**EXERCISE DIRECTIONS**
The required result is each line of the entries below containing the string "shadow".

**RECORDS**
━━━━━━━━━━━━━━━━
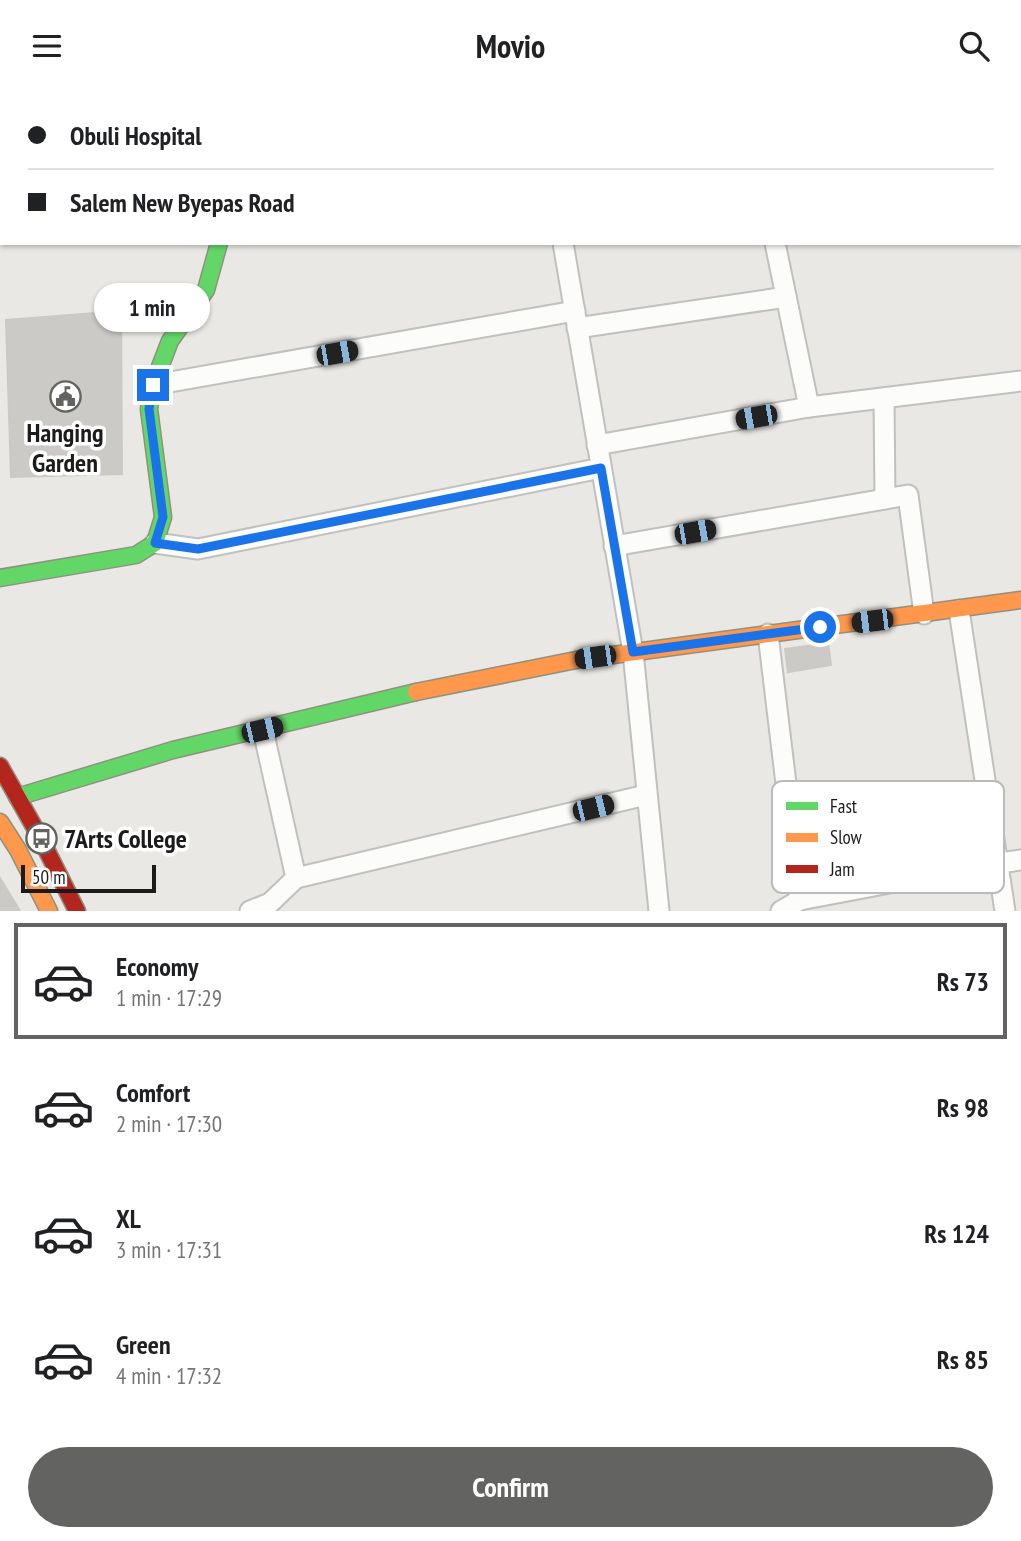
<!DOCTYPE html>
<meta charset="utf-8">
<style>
body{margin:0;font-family:"PT Sans Narrow",sans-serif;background:#f2f2f2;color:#202124;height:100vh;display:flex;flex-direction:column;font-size:26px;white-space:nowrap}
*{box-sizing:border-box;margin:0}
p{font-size:23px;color:#757577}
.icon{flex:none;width:38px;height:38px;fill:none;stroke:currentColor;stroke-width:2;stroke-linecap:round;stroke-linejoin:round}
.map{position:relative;height:820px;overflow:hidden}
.sheet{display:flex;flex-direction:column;background:#fff;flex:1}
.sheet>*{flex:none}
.guide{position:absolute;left:0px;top:0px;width:1022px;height:154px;box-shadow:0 2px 5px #0004;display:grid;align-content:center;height:154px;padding:0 28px;background:#fff}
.scale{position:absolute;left:21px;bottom:18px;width:135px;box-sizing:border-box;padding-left:7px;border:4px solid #1b1b1b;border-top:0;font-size:19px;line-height:24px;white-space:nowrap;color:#1b1b1b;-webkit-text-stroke:5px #fff;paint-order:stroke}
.end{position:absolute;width:32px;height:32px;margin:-16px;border:9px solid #1a73e8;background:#fff;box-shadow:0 0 0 4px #fff}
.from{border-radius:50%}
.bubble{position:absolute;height:49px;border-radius:24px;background:#fff;box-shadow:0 2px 5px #0004;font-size:23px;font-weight:800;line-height:49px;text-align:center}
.car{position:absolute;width:21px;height:42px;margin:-21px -10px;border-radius:9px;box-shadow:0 0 5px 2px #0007;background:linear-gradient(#222 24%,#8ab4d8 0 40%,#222 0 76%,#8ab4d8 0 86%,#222 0)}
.guide b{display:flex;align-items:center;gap:24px;height:66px;font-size:26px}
.guide b+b{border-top:2px solid #e0e0e0}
.guide i{width:18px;height:18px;background:#202124}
ul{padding:12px 0 0;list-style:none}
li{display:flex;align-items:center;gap:21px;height:116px;margin:0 14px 10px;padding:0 14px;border:4px solid transparent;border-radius:0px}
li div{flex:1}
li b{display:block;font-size:26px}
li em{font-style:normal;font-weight:800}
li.current{border-color:#636361}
li>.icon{width:63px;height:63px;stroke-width:1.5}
.button{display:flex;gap:14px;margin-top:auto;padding:14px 28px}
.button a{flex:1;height:80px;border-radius:42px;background:#636361;color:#fff;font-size:28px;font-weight:800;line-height:80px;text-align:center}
header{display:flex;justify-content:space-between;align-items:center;height:91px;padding:0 28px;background:#fff;font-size:32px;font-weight:800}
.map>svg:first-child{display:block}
.building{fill:#cccac7;stroke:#ccc9c5;stroke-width:2}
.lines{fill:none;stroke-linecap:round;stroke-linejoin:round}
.street-casing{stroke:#c0c0be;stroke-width:23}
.fast-casing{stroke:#8f917e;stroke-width:19}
.slow-casing{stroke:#8f917e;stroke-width:19}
.jam-casing{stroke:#8f917e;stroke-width:19}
.street{stroke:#fcfcfb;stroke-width:19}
.fast{stroke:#63d668;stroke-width:16}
.slow{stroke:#ff974d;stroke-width:16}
.jam{stroke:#b3261e;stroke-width:16}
.route{stroke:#1a73e8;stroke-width:9}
.labels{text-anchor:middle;stroke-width:7;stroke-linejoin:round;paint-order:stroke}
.poi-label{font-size:26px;font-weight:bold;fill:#1b1b1b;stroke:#fff}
.key{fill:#fff;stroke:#bbb;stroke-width:2}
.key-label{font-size:19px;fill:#1b1b1b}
</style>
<header><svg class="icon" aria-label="menu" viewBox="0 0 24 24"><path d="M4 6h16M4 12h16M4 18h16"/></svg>Movio<svg class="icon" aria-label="search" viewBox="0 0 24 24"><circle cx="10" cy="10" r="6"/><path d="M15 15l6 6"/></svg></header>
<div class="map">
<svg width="1021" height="820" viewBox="0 0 1021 820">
<rect width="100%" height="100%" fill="#e9e8e4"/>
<g class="building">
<path d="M121,220L122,383L11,386L6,229Z"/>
<path d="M828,552L831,574L788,581L785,558Z"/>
<path d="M0,787L20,820H0Z"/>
</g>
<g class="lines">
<defs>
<g id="street">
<path d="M405,0L406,2"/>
<path d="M538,0V2"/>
<path d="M753,0L754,2"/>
<path d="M720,2L731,0"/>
<path d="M969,2L980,0"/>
<path d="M1020,125H1021"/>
<path d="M563,152L633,561L659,820"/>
<path d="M577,237L786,206"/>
<path d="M153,294L575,220"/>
<path d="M884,307L885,408"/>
<path d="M809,316L1021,290"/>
<path d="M597,354L809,316L775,152"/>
<path d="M155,452L198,458L601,377"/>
<path d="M614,455L908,404L924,523"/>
<path d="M959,519L1005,820"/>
<path d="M768,543L800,809L979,775L1021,769"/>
<path d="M263,639L296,787L646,704"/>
<path d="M250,820L270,812L296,787"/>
<path d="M781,820L800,809"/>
</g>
<g id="fast">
<path d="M0,487L136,464L155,452L163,426L149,318L153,294L170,250L206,199L219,152"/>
<path d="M17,706L173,659L416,601"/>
</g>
<g id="slow">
<path d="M287,2L288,0"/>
<path d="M416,601L576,569L1021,509"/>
<path d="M0,731L18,759L49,820"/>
</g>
<path id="jam" d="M0,675L41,748L77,820"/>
</defs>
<use href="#street" class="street-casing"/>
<use href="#fast" class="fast-casing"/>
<use href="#slow" class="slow-casing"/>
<use href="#jam" class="jam-casing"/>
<use href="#street" class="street"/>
<use href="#fast" class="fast"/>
<use href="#slow" class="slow"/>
<use href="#jam" class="jam"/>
</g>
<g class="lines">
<path class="route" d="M153,294L149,318L163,426L155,452L198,458L601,377L633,561L820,536"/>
</g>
<defs>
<symbol id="civic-ring" viewBox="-11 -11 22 22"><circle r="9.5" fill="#fff" stroke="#636361" stroke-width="1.5"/><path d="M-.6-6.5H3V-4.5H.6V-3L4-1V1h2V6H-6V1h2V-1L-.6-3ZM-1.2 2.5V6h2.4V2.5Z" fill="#636361"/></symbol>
<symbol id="bus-ring" viewBox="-11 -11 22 22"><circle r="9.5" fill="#fff" stroke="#636361" stroke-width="1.5"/><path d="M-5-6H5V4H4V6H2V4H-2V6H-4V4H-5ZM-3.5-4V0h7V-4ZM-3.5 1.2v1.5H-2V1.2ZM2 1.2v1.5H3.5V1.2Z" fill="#636361"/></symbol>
</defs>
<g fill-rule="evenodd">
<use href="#civic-ring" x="48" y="288" width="35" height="35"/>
<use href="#bus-ring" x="24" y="730" width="35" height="35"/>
</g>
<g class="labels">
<g class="poi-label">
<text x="65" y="351">Hanging<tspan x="65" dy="30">Garden</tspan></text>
<text x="64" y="757" text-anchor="start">7Arts College</text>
</g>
</g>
<rect x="772" y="690" width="232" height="112" rx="10" class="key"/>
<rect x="786" y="711" width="32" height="8" fill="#63d668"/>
<rect x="786" y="742" width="32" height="9" fill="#ff974d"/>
<rect x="786" y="774" width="32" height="8" fill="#b3261e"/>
<g class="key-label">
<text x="830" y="722">Fast</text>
<text x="830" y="753">Slow</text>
<text x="830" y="785">Jam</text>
</g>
</svg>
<div class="scale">50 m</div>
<i class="end from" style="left:820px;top:536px"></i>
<i class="end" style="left:153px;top:294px"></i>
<div class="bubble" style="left:94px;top:192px;width:116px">1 min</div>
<i class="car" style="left:337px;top:262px;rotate:80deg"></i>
<i class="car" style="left:756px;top:326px;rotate:260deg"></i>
<i class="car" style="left:695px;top:441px;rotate:80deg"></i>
<i class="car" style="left:872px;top:530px;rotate:263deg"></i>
<i class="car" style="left:595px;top:566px;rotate:262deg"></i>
<i class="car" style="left:262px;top:639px;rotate:77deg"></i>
<i class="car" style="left:593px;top:717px;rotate:76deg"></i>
<div class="guide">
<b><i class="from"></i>Obuli Hospital</b>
<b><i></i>Salem New Byepas Road</b>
</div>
</div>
<section class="sheet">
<ul>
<li class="current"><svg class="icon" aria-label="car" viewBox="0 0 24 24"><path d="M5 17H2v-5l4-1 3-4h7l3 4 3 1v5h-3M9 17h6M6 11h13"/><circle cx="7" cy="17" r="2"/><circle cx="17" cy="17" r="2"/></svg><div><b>Economy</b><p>1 min · 17:29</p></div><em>Rs 73</em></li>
<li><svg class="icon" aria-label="car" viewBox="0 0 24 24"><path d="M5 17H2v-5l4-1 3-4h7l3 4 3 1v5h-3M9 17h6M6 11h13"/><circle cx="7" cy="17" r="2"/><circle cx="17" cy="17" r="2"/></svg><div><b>Comfort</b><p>2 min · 17:30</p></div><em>Rs 98</em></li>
<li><svg class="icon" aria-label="car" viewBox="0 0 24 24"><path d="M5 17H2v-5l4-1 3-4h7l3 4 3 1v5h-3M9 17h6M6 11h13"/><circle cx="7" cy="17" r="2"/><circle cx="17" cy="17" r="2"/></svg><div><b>XL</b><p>3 min · 17:31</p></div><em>Rs 124</em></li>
<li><svg class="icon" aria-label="car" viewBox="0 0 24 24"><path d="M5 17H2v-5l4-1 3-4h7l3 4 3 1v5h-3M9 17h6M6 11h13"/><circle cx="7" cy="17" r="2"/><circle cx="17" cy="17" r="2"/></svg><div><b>Green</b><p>4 min · 17:32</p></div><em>Rs 85</em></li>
</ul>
<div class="button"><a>Confirm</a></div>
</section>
━━━━━━━━━━━━━━━━
**RESULT**
.guide{position:absolute;left:0px;top:0px;width:1022px;height:154px;box-shadow:0 2px 5px #0004;display:grid;align-content:center;height:154px;padding:0 28px;background:#fff}
.end{position:absolute;width:32px;height:32px;margin:-16px;border:9px solid #1a73e8;background:#fff;box-shadow:0 0 0 4px #fff}
.bubble{position:absolute;height:49px;border-radius:24px;background:#fff;box-shadow:0 2px 5px #0004;font-size:23px;font-weight:800;line-height:49px;text-align:center}
.car{position:absolute;width:21px;height:42px;margin:-21px -10px;border-radius:9px;box-shadow:0 0 5px 2px #0007;background:linear-gradient(#222 24%,#8ab4d8 0 40%,#222 0 76%,#8ab4d8 0 86%,#222 0)}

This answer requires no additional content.